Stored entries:
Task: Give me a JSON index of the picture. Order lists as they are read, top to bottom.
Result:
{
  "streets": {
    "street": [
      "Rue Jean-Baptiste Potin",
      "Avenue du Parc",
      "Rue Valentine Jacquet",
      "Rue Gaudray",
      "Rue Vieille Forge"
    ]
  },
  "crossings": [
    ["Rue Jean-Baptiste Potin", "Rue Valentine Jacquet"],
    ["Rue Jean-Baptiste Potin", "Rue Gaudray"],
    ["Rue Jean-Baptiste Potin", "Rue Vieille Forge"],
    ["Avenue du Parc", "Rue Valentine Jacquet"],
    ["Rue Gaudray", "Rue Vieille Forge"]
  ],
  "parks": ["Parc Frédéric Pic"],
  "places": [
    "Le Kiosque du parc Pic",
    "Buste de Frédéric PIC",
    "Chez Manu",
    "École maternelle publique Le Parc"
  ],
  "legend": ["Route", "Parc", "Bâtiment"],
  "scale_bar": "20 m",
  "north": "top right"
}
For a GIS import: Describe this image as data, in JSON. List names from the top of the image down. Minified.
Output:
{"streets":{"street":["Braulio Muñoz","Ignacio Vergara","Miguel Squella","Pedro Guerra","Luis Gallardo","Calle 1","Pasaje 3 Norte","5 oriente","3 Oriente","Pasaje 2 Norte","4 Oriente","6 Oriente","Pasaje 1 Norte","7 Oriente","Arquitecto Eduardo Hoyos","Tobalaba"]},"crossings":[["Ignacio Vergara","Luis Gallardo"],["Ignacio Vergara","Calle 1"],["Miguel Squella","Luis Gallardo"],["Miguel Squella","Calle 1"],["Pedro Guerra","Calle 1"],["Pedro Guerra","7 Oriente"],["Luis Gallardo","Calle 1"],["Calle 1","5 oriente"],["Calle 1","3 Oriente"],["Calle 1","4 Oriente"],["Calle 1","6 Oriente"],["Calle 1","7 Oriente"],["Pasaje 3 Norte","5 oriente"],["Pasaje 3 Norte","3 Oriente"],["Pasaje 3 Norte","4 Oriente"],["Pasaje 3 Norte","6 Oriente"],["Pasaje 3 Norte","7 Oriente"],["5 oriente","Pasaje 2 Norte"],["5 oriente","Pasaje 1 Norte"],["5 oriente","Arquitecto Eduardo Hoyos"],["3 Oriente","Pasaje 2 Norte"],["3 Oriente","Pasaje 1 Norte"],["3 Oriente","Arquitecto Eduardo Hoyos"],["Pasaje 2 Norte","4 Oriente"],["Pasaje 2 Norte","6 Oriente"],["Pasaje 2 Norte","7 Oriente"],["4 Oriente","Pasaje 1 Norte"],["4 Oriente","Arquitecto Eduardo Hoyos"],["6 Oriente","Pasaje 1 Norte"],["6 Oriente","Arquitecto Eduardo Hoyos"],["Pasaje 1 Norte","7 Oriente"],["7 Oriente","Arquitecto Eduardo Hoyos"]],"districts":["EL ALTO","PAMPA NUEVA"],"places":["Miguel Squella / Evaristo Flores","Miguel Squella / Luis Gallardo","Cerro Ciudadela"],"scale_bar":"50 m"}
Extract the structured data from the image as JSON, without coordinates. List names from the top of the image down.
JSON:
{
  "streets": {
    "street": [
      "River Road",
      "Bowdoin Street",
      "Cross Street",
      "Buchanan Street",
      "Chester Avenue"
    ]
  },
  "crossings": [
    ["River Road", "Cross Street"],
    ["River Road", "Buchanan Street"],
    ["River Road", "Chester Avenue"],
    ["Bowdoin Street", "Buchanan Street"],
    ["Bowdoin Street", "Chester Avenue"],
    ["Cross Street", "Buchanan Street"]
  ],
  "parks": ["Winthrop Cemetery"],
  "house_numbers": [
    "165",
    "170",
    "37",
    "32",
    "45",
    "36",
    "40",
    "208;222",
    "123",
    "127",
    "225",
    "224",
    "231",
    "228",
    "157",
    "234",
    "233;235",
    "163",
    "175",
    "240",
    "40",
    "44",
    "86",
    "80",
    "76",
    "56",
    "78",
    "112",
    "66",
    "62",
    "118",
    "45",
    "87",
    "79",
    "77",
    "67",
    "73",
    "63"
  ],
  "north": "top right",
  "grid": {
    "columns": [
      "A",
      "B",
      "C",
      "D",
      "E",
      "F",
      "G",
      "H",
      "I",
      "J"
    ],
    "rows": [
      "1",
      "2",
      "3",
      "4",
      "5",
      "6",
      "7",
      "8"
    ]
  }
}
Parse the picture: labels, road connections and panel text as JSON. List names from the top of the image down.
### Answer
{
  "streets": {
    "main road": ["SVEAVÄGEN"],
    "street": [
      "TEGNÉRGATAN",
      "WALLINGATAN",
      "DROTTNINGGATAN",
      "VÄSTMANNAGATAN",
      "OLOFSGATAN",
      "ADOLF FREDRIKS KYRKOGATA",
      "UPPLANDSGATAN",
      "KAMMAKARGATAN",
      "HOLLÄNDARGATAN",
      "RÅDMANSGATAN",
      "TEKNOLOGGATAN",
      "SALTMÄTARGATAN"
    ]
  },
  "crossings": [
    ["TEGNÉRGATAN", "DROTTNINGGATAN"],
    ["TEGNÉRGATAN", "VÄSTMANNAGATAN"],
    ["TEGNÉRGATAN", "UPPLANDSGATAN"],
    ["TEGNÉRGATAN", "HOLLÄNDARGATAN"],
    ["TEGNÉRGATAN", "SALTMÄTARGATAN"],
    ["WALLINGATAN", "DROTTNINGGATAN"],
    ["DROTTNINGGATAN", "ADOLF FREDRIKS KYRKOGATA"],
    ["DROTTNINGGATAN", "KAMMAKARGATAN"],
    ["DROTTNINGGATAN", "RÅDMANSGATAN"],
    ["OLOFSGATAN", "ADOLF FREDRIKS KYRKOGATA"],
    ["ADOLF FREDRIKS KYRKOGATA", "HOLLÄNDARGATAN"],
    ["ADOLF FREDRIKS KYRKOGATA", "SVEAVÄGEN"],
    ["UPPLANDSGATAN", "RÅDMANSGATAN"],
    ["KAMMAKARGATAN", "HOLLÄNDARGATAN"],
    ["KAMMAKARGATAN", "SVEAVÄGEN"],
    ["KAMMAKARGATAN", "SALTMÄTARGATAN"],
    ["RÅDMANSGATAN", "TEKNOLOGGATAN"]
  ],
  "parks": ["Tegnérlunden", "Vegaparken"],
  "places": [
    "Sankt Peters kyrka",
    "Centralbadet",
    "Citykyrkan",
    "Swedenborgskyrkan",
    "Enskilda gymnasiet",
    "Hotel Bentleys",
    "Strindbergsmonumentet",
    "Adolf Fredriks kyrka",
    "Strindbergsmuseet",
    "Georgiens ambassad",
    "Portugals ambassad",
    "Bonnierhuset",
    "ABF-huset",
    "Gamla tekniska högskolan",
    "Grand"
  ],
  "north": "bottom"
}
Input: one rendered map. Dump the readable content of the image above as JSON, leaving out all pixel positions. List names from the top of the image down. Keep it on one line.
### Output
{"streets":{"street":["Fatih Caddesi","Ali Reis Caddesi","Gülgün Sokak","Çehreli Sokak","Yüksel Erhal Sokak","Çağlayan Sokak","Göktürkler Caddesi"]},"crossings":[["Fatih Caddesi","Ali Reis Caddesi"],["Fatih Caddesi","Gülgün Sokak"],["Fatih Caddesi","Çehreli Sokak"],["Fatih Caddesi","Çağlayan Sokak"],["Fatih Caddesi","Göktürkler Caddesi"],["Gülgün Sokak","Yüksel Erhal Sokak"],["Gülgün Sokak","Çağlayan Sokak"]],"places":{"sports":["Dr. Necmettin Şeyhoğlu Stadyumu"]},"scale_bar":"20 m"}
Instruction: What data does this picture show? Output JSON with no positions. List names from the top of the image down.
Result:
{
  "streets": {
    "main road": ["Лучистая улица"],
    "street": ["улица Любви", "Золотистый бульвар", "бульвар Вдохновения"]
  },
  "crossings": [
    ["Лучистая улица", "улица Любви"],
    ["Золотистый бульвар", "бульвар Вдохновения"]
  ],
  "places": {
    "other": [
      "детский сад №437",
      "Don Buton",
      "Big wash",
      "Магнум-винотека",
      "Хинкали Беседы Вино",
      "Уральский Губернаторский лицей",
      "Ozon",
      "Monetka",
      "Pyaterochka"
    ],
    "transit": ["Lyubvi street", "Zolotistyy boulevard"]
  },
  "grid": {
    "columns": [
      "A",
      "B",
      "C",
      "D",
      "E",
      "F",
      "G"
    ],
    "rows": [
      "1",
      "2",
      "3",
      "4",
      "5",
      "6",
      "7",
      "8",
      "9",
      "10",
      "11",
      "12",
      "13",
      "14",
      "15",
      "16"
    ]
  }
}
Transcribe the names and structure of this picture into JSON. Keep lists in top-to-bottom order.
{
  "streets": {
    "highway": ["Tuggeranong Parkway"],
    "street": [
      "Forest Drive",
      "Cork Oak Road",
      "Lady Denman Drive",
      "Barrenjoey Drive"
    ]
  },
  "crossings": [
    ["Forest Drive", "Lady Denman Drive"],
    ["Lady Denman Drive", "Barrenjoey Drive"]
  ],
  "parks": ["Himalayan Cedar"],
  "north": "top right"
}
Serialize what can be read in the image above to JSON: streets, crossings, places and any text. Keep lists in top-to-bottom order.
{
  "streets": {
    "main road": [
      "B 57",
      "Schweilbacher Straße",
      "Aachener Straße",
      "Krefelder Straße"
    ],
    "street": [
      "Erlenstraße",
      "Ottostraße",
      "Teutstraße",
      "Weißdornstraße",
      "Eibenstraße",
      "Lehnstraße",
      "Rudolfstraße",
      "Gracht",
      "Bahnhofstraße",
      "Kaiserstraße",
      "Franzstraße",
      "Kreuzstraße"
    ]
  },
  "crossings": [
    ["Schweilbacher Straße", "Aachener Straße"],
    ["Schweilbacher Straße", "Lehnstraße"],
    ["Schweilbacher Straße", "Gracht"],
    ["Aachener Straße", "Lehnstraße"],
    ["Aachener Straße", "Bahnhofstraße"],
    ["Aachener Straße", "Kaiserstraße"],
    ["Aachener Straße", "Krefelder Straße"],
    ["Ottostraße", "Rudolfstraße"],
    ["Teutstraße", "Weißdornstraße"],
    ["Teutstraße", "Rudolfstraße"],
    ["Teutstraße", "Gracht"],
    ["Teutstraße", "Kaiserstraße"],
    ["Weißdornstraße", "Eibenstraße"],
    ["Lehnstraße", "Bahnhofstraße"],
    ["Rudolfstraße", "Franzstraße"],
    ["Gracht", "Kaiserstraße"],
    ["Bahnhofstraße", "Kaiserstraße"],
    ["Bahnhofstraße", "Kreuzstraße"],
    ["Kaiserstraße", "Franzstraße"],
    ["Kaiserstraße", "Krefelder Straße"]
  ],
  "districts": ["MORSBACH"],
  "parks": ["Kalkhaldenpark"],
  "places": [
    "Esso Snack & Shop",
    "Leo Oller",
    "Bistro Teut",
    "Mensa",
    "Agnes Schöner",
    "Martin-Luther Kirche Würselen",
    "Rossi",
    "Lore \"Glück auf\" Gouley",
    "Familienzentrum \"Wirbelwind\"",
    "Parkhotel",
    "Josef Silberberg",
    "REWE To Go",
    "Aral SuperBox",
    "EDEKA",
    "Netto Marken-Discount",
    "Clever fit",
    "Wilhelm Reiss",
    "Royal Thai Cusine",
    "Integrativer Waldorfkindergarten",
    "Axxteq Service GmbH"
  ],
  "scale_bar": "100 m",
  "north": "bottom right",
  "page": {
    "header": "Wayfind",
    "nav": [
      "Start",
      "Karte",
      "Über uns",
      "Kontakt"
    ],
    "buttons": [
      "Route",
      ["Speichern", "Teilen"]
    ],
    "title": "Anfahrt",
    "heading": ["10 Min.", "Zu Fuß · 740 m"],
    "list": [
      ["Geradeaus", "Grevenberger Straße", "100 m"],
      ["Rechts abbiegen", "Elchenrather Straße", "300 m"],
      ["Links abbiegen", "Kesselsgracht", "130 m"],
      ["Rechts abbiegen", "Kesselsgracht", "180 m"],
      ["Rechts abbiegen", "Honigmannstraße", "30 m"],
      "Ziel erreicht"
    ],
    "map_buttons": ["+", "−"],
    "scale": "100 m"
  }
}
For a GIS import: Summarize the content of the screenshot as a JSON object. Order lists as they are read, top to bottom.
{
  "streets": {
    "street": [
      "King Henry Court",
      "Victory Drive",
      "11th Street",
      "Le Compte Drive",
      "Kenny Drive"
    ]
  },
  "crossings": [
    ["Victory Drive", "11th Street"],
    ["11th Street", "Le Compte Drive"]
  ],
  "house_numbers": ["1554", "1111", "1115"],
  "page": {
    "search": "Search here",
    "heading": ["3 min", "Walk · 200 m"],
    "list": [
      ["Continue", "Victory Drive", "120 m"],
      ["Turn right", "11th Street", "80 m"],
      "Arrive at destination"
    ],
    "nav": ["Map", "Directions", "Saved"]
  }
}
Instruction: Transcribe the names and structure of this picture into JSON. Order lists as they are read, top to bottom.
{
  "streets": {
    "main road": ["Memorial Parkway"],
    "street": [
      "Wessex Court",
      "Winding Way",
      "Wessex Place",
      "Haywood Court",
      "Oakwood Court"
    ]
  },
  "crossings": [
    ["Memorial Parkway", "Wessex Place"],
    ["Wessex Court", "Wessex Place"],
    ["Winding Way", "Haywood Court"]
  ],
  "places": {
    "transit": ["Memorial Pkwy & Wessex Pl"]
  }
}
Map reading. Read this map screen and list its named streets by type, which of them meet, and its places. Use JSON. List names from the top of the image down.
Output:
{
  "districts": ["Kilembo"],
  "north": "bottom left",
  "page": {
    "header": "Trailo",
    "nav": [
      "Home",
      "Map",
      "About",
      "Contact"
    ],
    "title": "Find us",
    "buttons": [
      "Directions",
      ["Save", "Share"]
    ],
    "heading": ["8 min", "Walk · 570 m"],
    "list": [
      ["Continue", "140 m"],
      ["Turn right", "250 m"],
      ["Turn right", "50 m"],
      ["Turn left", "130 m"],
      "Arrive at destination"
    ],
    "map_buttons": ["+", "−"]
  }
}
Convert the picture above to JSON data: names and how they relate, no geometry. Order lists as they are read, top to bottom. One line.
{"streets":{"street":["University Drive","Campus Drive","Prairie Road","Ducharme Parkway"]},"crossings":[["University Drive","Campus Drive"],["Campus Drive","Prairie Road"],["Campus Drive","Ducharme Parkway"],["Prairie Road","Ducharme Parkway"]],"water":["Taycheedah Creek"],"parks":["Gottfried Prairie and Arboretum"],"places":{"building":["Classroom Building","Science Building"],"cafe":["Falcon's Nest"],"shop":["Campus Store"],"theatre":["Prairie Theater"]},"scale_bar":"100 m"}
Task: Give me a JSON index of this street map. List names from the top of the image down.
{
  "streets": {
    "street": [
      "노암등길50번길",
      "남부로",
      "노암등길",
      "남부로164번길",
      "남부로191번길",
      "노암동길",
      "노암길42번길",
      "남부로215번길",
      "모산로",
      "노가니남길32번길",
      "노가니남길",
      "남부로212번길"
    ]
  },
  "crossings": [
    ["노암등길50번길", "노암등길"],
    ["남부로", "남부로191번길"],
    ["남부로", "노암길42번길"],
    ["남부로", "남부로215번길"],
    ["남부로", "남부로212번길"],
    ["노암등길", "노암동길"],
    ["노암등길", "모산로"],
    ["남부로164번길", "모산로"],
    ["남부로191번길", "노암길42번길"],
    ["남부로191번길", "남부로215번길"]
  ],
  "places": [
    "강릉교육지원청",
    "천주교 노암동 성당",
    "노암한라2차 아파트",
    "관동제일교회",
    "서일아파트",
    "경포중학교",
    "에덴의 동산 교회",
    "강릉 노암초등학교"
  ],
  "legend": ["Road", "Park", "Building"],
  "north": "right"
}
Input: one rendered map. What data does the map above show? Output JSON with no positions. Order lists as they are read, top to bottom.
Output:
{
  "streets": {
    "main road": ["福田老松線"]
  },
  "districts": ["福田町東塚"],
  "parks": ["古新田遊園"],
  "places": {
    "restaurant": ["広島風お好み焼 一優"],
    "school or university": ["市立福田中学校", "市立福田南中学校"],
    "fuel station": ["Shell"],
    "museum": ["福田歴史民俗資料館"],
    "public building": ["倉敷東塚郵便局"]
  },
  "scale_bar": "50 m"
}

- **YOUR TASK**
Print only these lines, please. They run from the start of the entries above to the line containing "For a GIS import: Describe", both ends included, and must match exactly.

- **ANSWER TO THIS EXERCISE**
Task: Give me a JSON index of the picture. Order lists as they are read, top to bottom.
Result:
{
  "streets": {
    "street": [
      "Rue Jean-Baptiste Potin",
      "Avenue du Parc",
      "Rue Valentine Jacquet",
      "Rue Gaudray",
      "Rue Vieille Forge"
    ]
  },
  "crossings": [
    ["Rue Jean-Baptiste Potin", "Rue Valentine Jacquet"],
    ["Rue Jean-Baptiste Potin", "Rue Gaudray"],
    ["Rue Jean-Baptiste Potin", "Rue Vieille Forge"],
    ["Avenue du Parc", "Rue Valentine Jacquet"],
    ["Rue Gaudray", "Rue Vieille Forge"]
  ],
  "parks": ["Parc Frédéric Pic"],
  "places": [
    "Le Kiosque du parc Pic",
    "Buste de Frédéric PIC",
    "Chez Manu",
    "École maternelle publique Le Parc"
  ],
  "legend": ["Route", "Parc", "Bâtiment"],
  "scale_bar": "20 m",
  "north": "top right"
}
For a GIS import: Describe this image as data, in JSON. List names from the top of the image down. Minified.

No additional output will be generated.